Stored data

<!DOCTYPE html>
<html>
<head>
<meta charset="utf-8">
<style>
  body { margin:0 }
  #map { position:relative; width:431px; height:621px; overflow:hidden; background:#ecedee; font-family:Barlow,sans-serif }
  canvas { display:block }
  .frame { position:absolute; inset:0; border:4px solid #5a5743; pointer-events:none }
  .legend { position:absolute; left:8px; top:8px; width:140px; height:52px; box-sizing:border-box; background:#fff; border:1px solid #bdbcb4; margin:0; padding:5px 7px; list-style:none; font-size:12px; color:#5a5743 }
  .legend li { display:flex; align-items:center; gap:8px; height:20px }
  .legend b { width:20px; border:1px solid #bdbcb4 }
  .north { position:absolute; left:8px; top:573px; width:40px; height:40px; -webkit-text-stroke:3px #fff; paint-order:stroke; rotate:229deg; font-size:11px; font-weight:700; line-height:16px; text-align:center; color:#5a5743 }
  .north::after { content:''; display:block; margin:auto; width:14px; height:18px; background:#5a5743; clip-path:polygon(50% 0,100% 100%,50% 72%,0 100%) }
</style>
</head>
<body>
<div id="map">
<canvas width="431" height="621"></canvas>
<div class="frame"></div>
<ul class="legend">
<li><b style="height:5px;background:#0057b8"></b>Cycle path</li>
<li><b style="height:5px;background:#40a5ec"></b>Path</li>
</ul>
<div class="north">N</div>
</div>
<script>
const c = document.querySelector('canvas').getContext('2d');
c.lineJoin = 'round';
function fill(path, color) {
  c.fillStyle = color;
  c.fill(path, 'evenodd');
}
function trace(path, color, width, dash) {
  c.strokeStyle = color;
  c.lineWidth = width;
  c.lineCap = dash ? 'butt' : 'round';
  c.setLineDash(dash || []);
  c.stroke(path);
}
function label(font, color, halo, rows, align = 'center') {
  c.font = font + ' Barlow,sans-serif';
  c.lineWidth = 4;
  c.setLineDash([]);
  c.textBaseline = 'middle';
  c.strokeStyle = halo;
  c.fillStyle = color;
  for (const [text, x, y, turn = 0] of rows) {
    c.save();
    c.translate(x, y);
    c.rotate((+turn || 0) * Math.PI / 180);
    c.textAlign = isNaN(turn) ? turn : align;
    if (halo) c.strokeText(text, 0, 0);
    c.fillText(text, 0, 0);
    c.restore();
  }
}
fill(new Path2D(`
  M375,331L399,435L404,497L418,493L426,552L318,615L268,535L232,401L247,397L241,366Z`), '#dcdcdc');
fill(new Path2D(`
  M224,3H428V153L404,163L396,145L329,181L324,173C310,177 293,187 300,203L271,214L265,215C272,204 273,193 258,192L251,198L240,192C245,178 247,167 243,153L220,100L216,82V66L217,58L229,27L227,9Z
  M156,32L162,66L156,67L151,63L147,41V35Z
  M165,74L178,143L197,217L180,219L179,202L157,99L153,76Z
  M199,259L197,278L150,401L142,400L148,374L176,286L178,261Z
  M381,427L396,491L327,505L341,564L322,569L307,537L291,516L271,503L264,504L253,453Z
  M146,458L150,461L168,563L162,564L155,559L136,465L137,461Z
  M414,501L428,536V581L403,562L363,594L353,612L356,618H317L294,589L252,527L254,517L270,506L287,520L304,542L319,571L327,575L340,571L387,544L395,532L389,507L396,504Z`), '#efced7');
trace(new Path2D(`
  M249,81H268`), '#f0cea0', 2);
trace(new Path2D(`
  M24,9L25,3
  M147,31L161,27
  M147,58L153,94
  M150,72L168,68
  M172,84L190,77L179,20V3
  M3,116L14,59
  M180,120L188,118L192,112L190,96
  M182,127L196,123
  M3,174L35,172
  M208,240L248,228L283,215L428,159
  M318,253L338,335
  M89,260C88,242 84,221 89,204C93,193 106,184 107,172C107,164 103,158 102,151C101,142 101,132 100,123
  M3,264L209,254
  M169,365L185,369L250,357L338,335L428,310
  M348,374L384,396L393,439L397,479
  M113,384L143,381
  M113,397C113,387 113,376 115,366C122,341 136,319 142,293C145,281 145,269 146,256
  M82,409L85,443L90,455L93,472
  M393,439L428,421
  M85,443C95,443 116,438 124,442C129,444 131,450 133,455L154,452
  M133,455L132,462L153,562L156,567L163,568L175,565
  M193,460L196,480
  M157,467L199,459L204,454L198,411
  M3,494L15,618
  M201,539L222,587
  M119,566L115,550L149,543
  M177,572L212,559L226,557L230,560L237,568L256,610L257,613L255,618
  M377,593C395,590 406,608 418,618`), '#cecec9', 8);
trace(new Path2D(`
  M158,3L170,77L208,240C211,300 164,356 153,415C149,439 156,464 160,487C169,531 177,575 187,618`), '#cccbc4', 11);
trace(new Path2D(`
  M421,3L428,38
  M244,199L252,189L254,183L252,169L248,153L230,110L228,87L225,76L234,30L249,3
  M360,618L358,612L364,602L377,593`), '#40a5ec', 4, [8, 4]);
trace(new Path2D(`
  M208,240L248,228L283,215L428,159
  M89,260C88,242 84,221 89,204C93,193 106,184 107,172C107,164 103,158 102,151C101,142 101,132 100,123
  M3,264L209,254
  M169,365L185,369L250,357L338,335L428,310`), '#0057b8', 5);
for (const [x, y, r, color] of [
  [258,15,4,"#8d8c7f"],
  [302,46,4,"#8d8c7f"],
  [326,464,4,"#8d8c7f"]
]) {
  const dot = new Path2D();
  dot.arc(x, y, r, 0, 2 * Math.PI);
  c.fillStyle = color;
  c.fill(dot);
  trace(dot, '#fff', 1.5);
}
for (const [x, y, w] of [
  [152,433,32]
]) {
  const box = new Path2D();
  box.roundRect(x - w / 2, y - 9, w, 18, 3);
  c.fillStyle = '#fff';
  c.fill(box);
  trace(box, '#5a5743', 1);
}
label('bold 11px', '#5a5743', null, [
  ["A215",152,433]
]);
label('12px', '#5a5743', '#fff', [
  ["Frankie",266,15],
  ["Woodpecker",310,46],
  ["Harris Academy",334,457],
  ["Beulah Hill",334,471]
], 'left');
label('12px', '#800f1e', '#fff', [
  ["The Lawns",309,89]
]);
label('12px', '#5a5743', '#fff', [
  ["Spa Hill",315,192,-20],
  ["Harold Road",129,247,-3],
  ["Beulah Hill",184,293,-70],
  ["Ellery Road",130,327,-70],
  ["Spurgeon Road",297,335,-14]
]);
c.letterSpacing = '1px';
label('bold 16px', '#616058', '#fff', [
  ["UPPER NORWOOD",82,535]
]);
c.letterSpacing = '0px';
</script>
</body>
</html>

# TASK PROMPT:
An exact copy of the lines from the one with "M393,439L428,421" to the final line of the entries is all that the answer should hold.

# ANSWER TO THE EXERCISE:
  M393,439L428,421
  M85,443C95,443 116,438 124,442C129,444 131,450 133,455L154,452
  M133,455L132,462L153,562L156,567L163,568L175,565
  M193,460L196,480
  M157,467L199,459L204,454L198,411
  M3,494L15,618
  M201,539L222,587
  M119,566L115,550L149,543
  M177,572L212,559L226,557L230,560L237,568L256,610L257,613L255,618
  M377,593C395,590 406,608 418,618`), '#cecec9', 8);
trace(new Path2D(`
  M158,3L170,77L208,240C211,300 164,356 153,415C149,439 156,464 160,487C169,531 177,575 187,618`), '#cccbc4', 11);
trace(new Path2D(`
  M421,3L428,38
  M244,199L252,189L254,183L252,169L248,153L230,110L228,87L225,76L234,30L249,3
  M360,618L358,612L364,602L377,593`), '#40a5ec', 4, [8, 4]);
trace(new Path2D(`
  M208,240L248,228L283,215L428,159
  M89,260C88,242 84,221 89,204C93,193 106,184 107,172C107,164 103,158 102,151C101,142 101,132 100,123
  M3,264L209,254
  M169,365L185,369L250,357L338,335L428,310`), '#0057b8', 5);
for (const [x, y, r, color] of [
  [258,15,4,"#8d8c7f"],
  [302,46,4,"#8d8c7f"],
  [326,464,4,"#8d8c7f"]
]) {
  const dot = new Path2D();
  dot.arc(x, y, r, 0, 2 * Math.PI);
  c.fillStyle = color;
  c.fill(dot);
  trace(dot, '#fff', 1.5);
}
for (const [x, y, w] of [
  [152,433,32]
]) {
  const box = new Path2D();
  box.roundRect(x - w / 2, y - 9, w, 18, 3);
  c.fillStyle = '#fff';
  c.fill(box);
  trace(box, '#5a5743', 1);
}
label('bold 11px', '#5a5743', null, [
  ["A215",152,433]
]);
label('12px', '#5a5743', '#fff', [
  ["Frankie",266,15],
  ["Woodpecker",310,46],
  ["Harris Academy",334,457],
  ["Beulah Hill",334,471]
], 'left');
label('12px', '#800f1e', '#fff', [
  ["The Lawns",309,89]
]);
label('12px', '#5a5743', '#fff', [
  ["Spa Hill",315,192,-20],
  ["Harold Road",129,247,-3],
  ["Beulah Hill",184,293,-70],
  ["Ellery Road",130,327,-70],
  ["Spurgeon Road",297,335,-14]
]);
c.letterSpacing = '1px';
label('bold 16px', '#616058', '#fff', [
  ["UPPER NORWOOD",82,535]
]);
c.letterSpacing = '0px';
</script>
</body>
</html>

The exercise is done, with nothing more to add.